TASK TO CARRY OUT:
Every line of the material must be given again verbatim. Skip the images.

MATERIAL SUPPLIED:
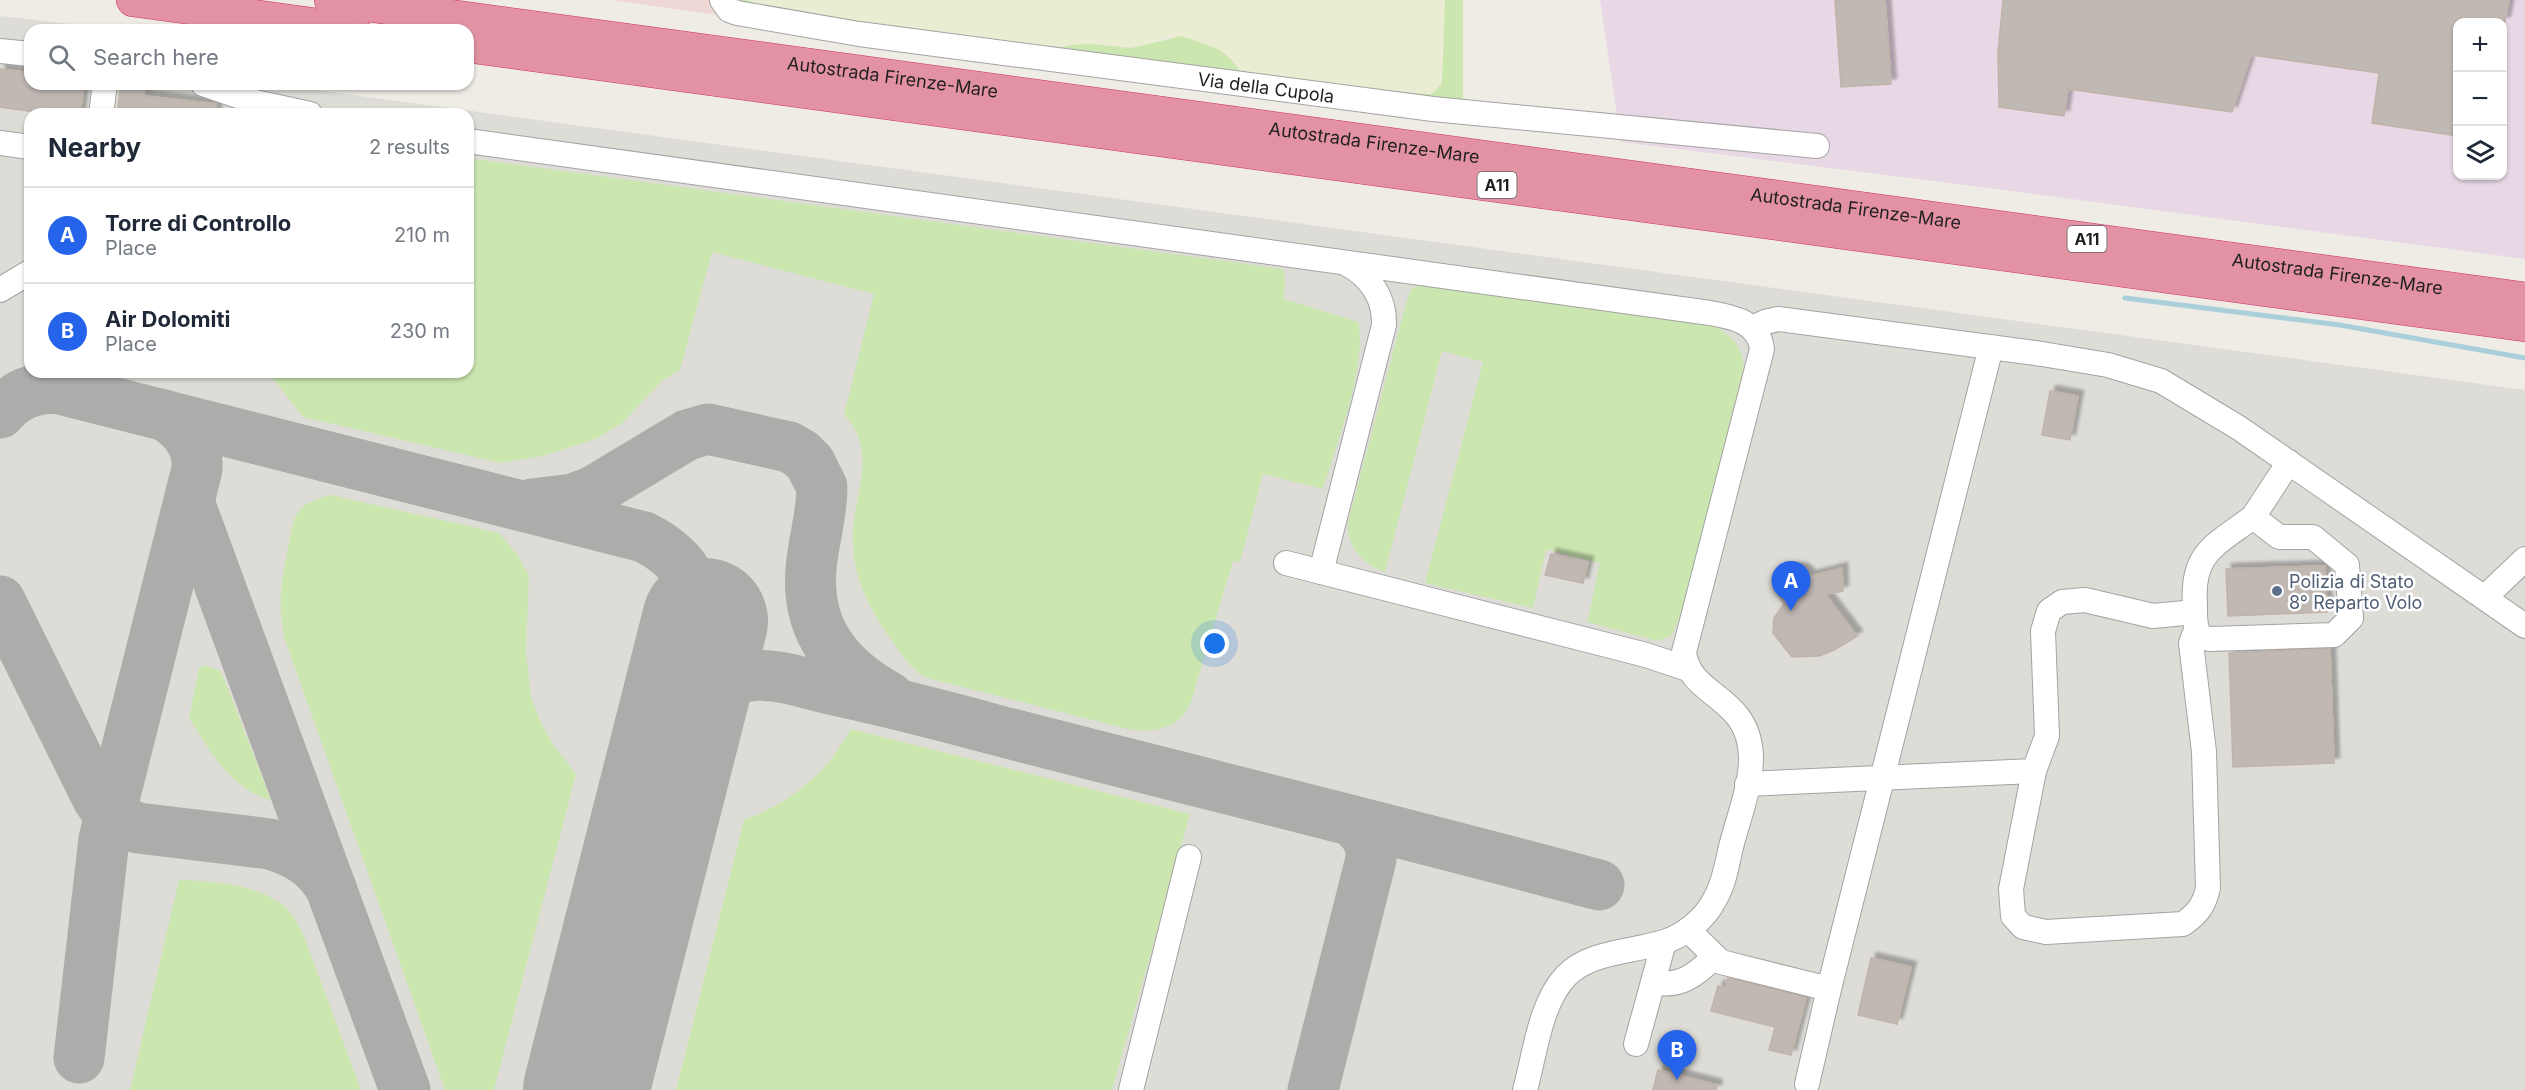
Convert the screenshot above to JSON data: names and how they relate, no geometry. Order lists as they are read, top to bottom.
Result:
{
  "streets": {
    "highway": ["Autostrada Firenze-Mare", "A11"],
    "street": ["Via della Cupola"]
  },
  "places": ["Polizia di Stato 8° Reparto Volo"],
  "page": {
    "map_buttons": ["+", "−"],
    "search": "Search here",
    "heading": ["Nearby", "2 results"],
    "list": [
      {
        "mark": "A",
        "name": "Torre di Controllo",
        "note": "Place",
        "value": "210 m"
      },
      {
        "mark": "B",
        "name": "Air Dolomiti",
        "note": "Place",
        "value": "230 m"
      }
    ],
    "pins": ["A", "B"]
  }
}
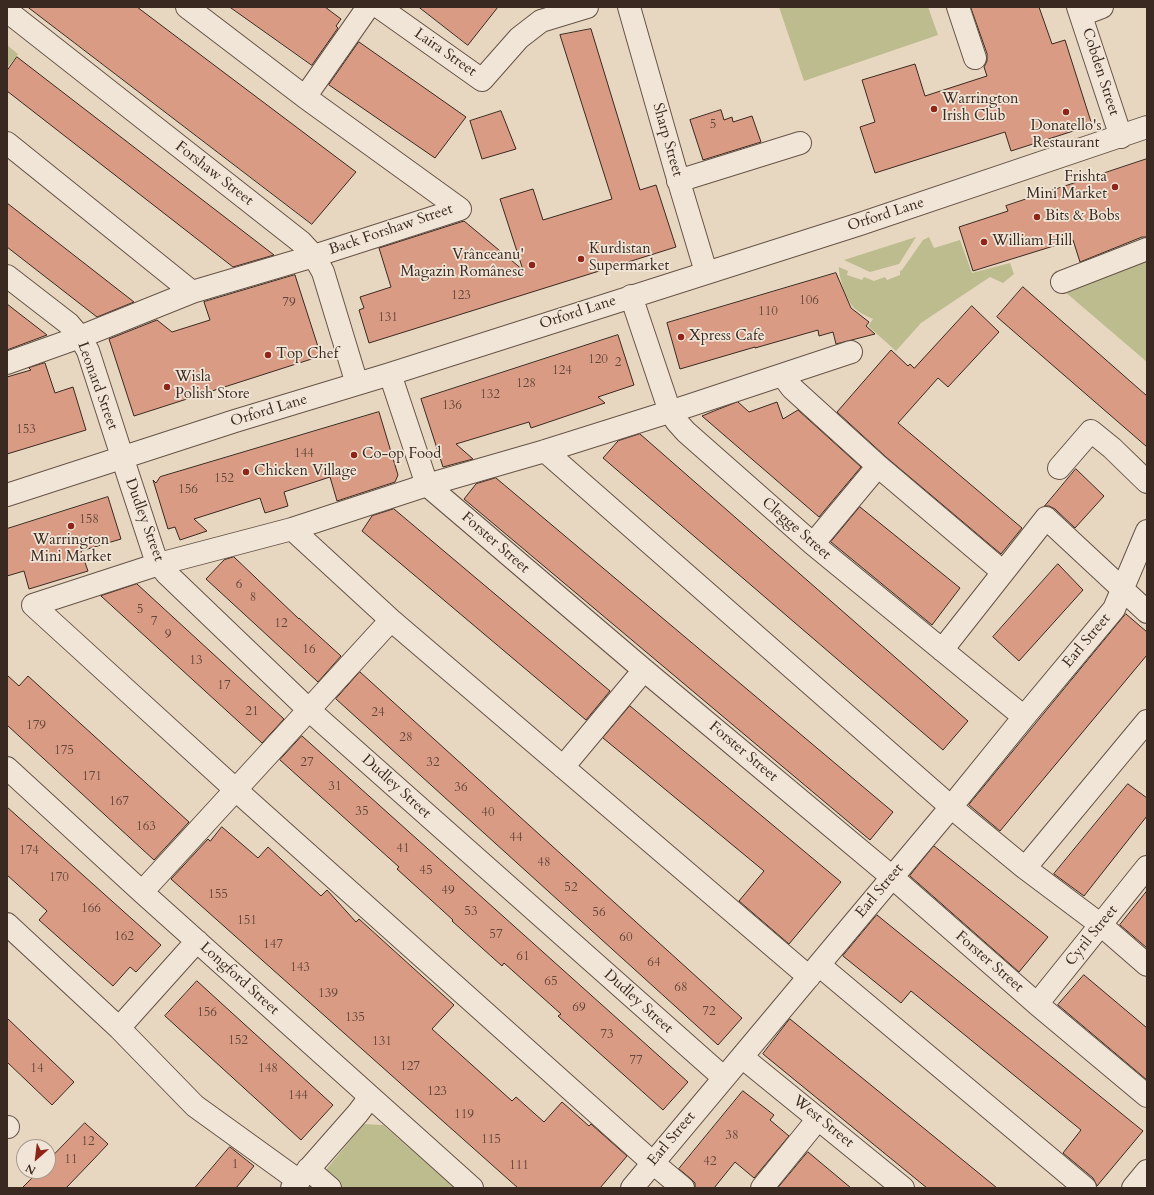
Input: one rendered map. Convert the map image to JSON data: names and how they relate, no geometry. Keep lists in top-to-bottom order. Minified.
{"streets":{"street":["Laira Street","Cobden Street","Sharp Street","Forshaw Street","Orford Lane","Back Forshaw Street","Leonard Street","Dudley Street","Clegge Street","Forster Street","Earl Street","Cyril Street","Longford Street","West Street"]},"crossings":[["Cobden Street","Orford Lane"],["Sharp Street","Orford Lane"],["Forshaw Street","Orford Lane"],["Forshaw Street","Back Forshaw Street"],["Orford Lane","Leonard Street"],["Orford Lane","Dudley Street"],["Orford Lane","Clegge Street"],["Back Forshaw Street","Leonard Street"],["Leonard Street","Dudley Street"],["Dudley Street","Earl Street"],["Clegge Street","Earl Street"],["Forster Street","Earl Street"],["Forster Street","Cyril Street"],["Earl Street","West Street"]],"places":["Warrington Irish Club","Donatello's Restaurant","Frishta Mini Market","Bits & Bobs","William Hill","Kurdistan Supermarket","Vrânceanu' Magazin Românesc","Xpress Cafe","Top Chef","Wisla Polish Store","Co-op Food","Chicken Village","Warrington Mini Market"],"house_numbers":["5","123","106","79","110","131","120","2","124","128","132","136","153","144","152","156","158","6","8","5","7","12","9","16","13","17","21","24","179","28","175","27","32","171","31","36","167","35","40","163","44","41","174","48","45","170","52","49","155","166","53","56","151","57","162","60","147","61","64","143","65","68","139","69","72","156","135","73","152","131","77","127","14","148","123","144","119","38","115","12","11","42","1","111"],"north":"bottom left"}
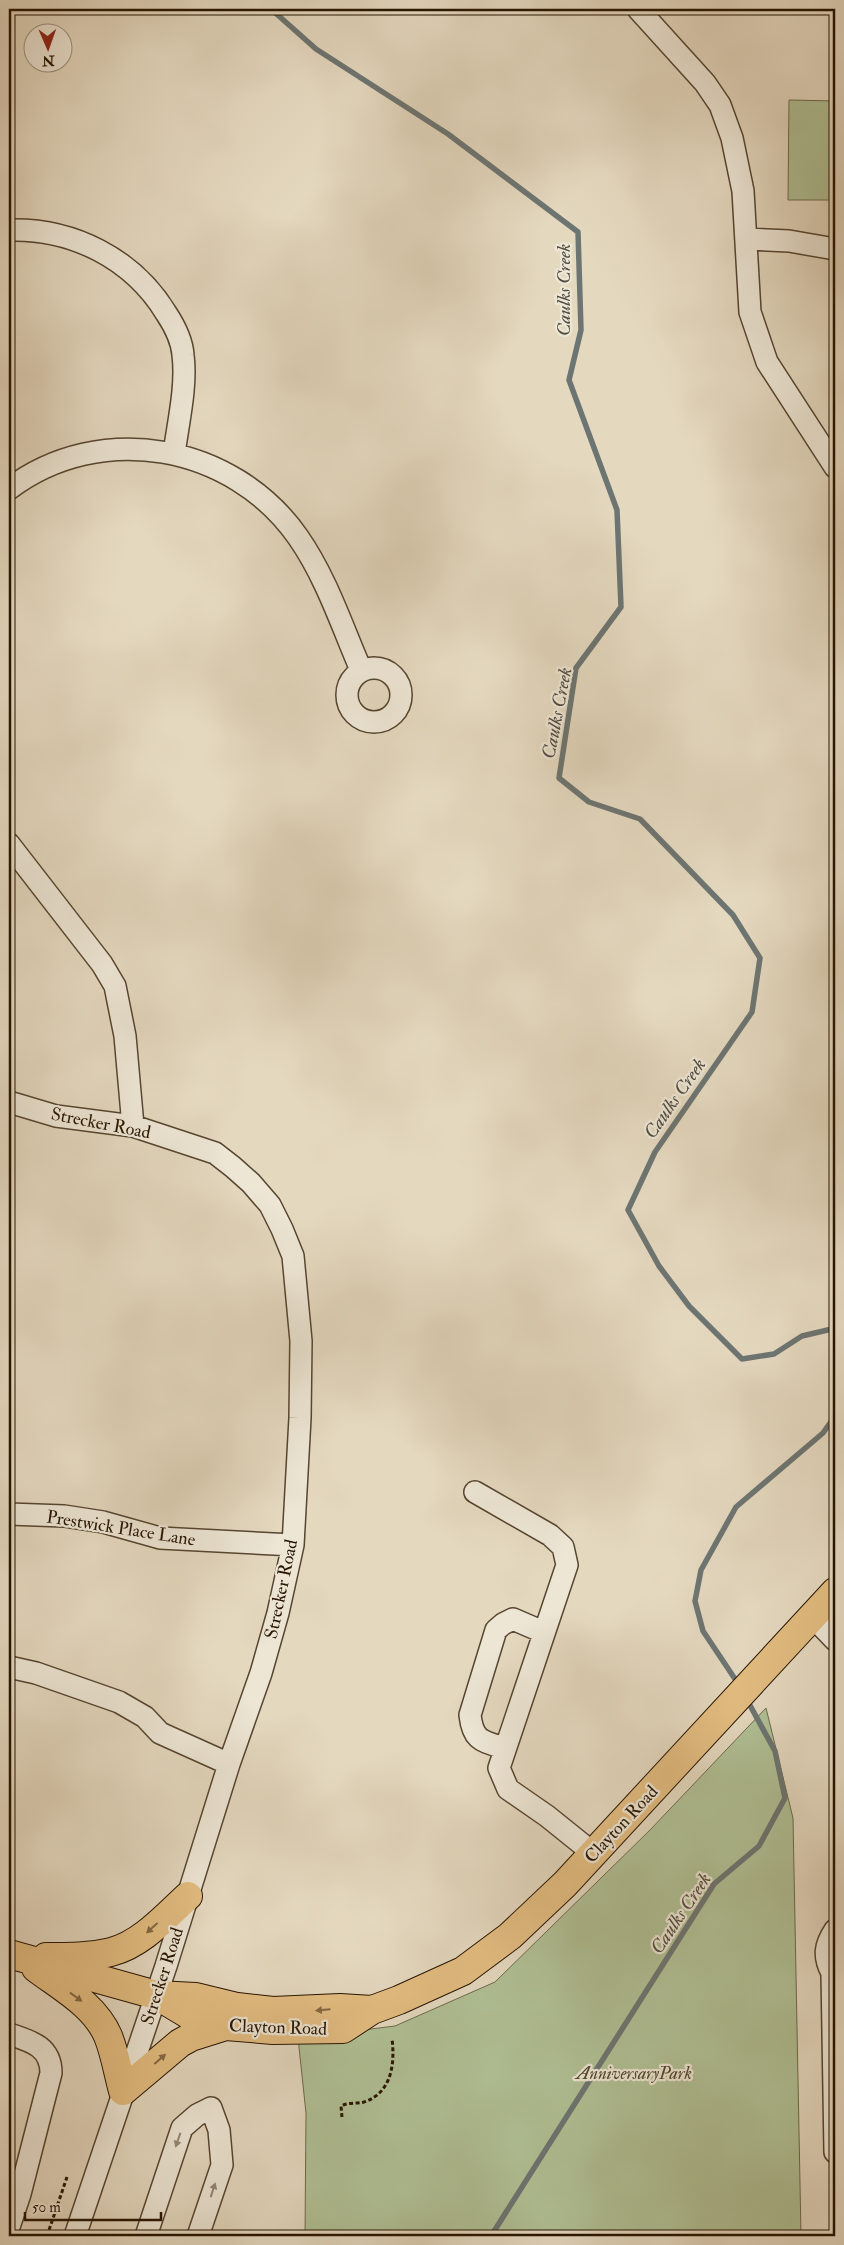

OUTPUT:
Convert the screenshot above to JSON data: names and how they relate, no geometry. Order lists as they are read, top to bottom.
Result:
{
  "streets": {
    "highway": ["Autostrada Firenze-Mare", "A11"],
    "street": ["Via della Cupola"]
  },
  "places": ["Polizia di Stato 8° Reparto Volo"],
  "page": {
    "map_buttons": ["+", "−"],
    "search": "Search here",
    "heading": ["Nearby", "2 results"],
    "list": [
      {
        "mark": "A",
        "name": "Torre di Controllo",
        "note": "Place",
        "value": "210 m"
      },
      {
        "mark": "B",
        "name": "Air Dolomiti",
        "note": "Place",
        "value": "230 m"
      }
    ],
    "pins": ["A", "B"]
  }
}
Input: one rendered map. Convert the map image to JSON data: names and how they relate, no geometry. Keep lists in top-to-bottom order. Minified.
{"streets":{"street":["Laira Street","Cobden Street","Sharp Street","Forshaw Street","Orford Lane","Back Forshaw Street","Leonard Street","Dudley Street","Clegge Street","Forster Street","Earl Street","Cyril Street","Longford Street","West Street"]},"crossings":[["Cobden Street","Orford Lane"],["Sharp Street","Orford Lane"],["Forshaw Street","Orford Lane"],["Forshaw Street","Back Forshaw Street"],["Orford Lane","Leonard Street"],["Orford Lane","Dudley Street"],["Orford Lane","Clegge Street"],["Back Forshaw Street","Leonard Street"],["Leonard Street","Dudley Street"],["Dudley Street","Earl Street"],["Clegge Street","Earl Street"],["Forster Street","Earl Street"],["Forster Street","Cyril Street"],["Earl Street","West Street"]],"places":["Warrington Irish Club","Donatello's Restaurant","Frishta Mini Market","Bits & Bobs","William Hill","Kurdistan Supermarket","Vrânceanu' Magazin Românesc","Xpress Cafe","Top Chef","Wisla Polish Store","Co-op Food","Chicken Village","Warrington Mini Market"],"house_numbers":["5","123","106","79","110","131","120","2","124","128","132","136","153","144","152","156","158","6","8","5","7","12","9","16","13","17","21","24","179","28","175","27","32","171","31","36","167","35","40","163","44","41","174","48","45","170","52","49","155","166","53","56","151","57","162","60","147","61","64","143","65","68","139","69","72","156","135","73","152","131","77","127","14","148","123","144","119","38","115","12","11","42","1","111"],"north":"bottom left"}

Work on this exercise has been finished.